# MG ZRX Makes Its Debut At The Autosport



## jonah (Aug 17, 2002)

The Autosport International Racing Car Show at the NEC Birmingham sees the formal debut of MG and Sport and Racing's exciting range of XPOWER high performance vehicles and parts.Making its show premier is the MG ZRX. Based on the rally and race winning MG ZR range this high performance model features for the first time a two litre variation of the world famous K Series engine developed in conjunction with renowned race engine specialists, Engine Developments.

The prototype ZRX was driven to an emphatic class win at the Thruxton round of the Britcar Endurance Championship in September 2003, driven by well known club racer and MG Sport and Racing manager Don Kettleborough and MG TF racer Mark Roberts.Customers wanting to order an MGZRX at the show can specify a choice of engine power outputs from 160 to 250ps.

The MGZRX can be viewed on the MG Sport and Racing stand 9210 in Hall 9, alongside the stunning MG XPOWER SV, Gwyndaf Evans' Wales Rally GB class winning MG ZR and an MG TF displaying various XPOWER performance parts.

The car at the show, the ZR XPower X210 features many changes from the current range topping ZR160, firstly of course, the change in engine from the 1.8VVC to the 2Litre K Series, further more it features fully adjustable suspension, developed for MG Sport and Racing by Leda and Eibach. To cope with the increase in power, the X210 has beefed up brakes with 310mm Discs and 4 pot front brakes and increased 280mm grooved discs at the rear. The wheels are also increased from 17" to 18", mainly to fit the improved front brakes, although as you can see from a picture in the gallery, its a awefully tight fit! All this for just under Â£ 20,000! (The price has to be confirmed, but they are aiming for under Â£ 20,000). If you want the ultimate, the 250bhp version should set you back in the region of Â£25,000 to Â£30,000!

No 0-60 times have been announced yet, nor have any other performance figures, but people at the show in the know, simply stated "F'ing quick and F'ing good fun", which really speaking, is the most important bit!!

I was origanally told the dash was similar to a TT's but its nowt like it thank God


----------



## KevinST (May 6, 2002)

Got any pics???


----------



## jonah (Aug 17, 2002)




----------



## garyc (May 7, 2002)

Now that is _is_ an Eastbourne Express.


----------



## jonah (Aug 17, 2002)

I wonder if they are going to do the Van in this model  should be competion for the Seat coupra R and Honda Type R though with it pushing 250BHP 
Jonah


----------



## coupe-sport (May 7, 2002)

me like a lot ;D


----------



## jampott (Sep 6, 2003)

Correct me if I'm wrong, but apart from a slightly bigger engine, hideous lime green calipers**, wheels, a bodykit and some suspension mods, this is a Rover 25, right?

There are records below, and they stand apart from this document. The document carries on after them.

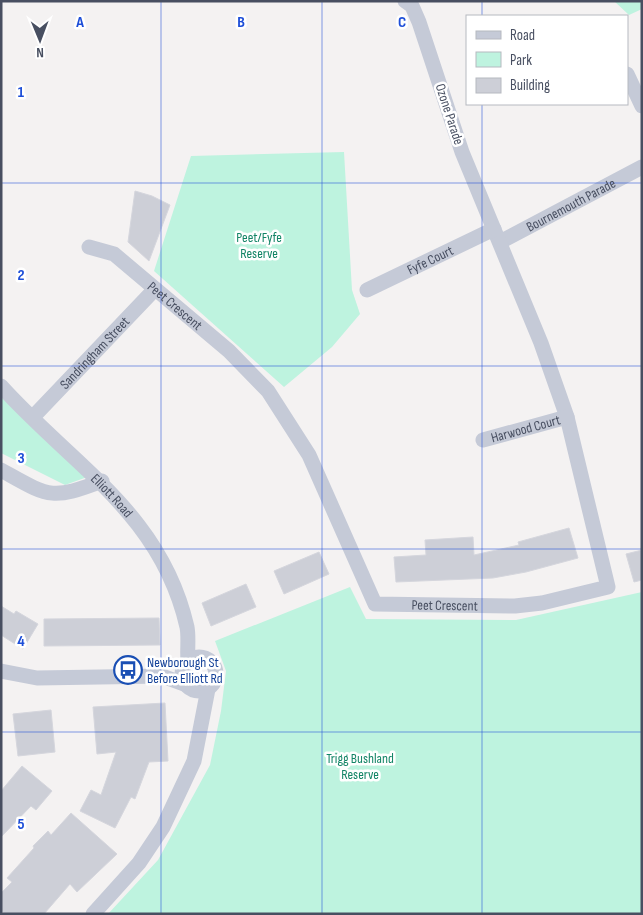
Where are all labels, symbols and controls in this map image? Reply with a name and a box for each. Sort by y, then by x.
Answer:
text: A [75,13,84,32]
text: B [237,13,245,32]
text: C [398,13,406,32]
north arrow [15,15,65,65]
legend [466,15,628,105]
text: Road [510,26,535,45]
text: N [36,44,44,61]
text: Park [510,51,532,70]
text: Building [510,76,550,95]
street label: Ozone Parade [432,81,467,147]
text: 1 [18,83,25,102]
street label: Bournemouth Parade [523,175,619,236]
park label: Peet/Fyfe Reserve [236,229,282,262]
street label: Fyfe Court [404,242,456,278]
text: 2 [17,266,25,285]
street label: Peet Crescent [144,278,206,334]
street label: Sandringham Street [56,313,133,393]
street label: Harwood Court [489,411,562,446]
text: 3 [17,449,25,468]
street label: Elliott Road [87,470,137,521]
street label: Peet Crescent [411,597,478,614]
text: 4 [17,632,25,651]
place label: Newborough St Before Elliott Rd [147,654,223,687]
bus stop icon: Newborough St Before Elliott Rd [113,655,143,685]
park label: Trigg Bushland Reserve [326,750,394,783]
text: 5 [17,815,25,834]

Hardly a race-bred chasis to start with, I wouldn't have thought....

** Not to be confused with lush yellow calipers or the even better GOLD Brembos I am now sporting


----------



## KevinST (May 6, 2002)

> Correct me if I'm wrong, but apart from a slightly bigger engine, hideous lime green calipers**, wheels, a bodykit and some suspension mods, this is a Rover 25, right?


And that, ultimatly, is the problem with it... it's just a body kitted Rover 25 :-/


----------



## garyc (May 7, 2002)

> And that, ultimatly, is the problem with it... it's just a body kitted Rover 25 Â :-/


In turn based on a three generation old Honda Civic. :-/


----------



## coupe-sport (May 7, 2002)

> Not to be confused with lush yellow calipers or the even better GOLD Brembos I am now sporting


those lime green calipers on the rover look like Brembos to me...


----------



## Carlos (May 6, 2002)

> ** Not to be confused with lush yellow calipers or the even better GOLD Brembos I am now sporting


Would they be the standard TT calipers you painted yellow one weekend after a night on the Tequila?

The self same standard calipers that possess all the braking force of my arse cheeks either side of a dinner plate? :


----------



## jampott (Sep 6, 2003)

Don't care if they ARE Brembos - the colour is gross!!

Carlos, this ain't the place for the discussion..... but the standard TT brakes will stop you as quickly as a set of Brembo or Porsche brakes, so maybe you have stronger arse cheeks than you thought


----------



## Carlos (May 6, 2002)

> the standard TT brakes will stop you as quickly as a set of Brembo or Porsche brakes, so maybe you have stronger arse cheeks than you thought


This isn't true. I had Porsche front brakes on my TTR and I can tell you, they are stronger than the stock brakes, even on the first go.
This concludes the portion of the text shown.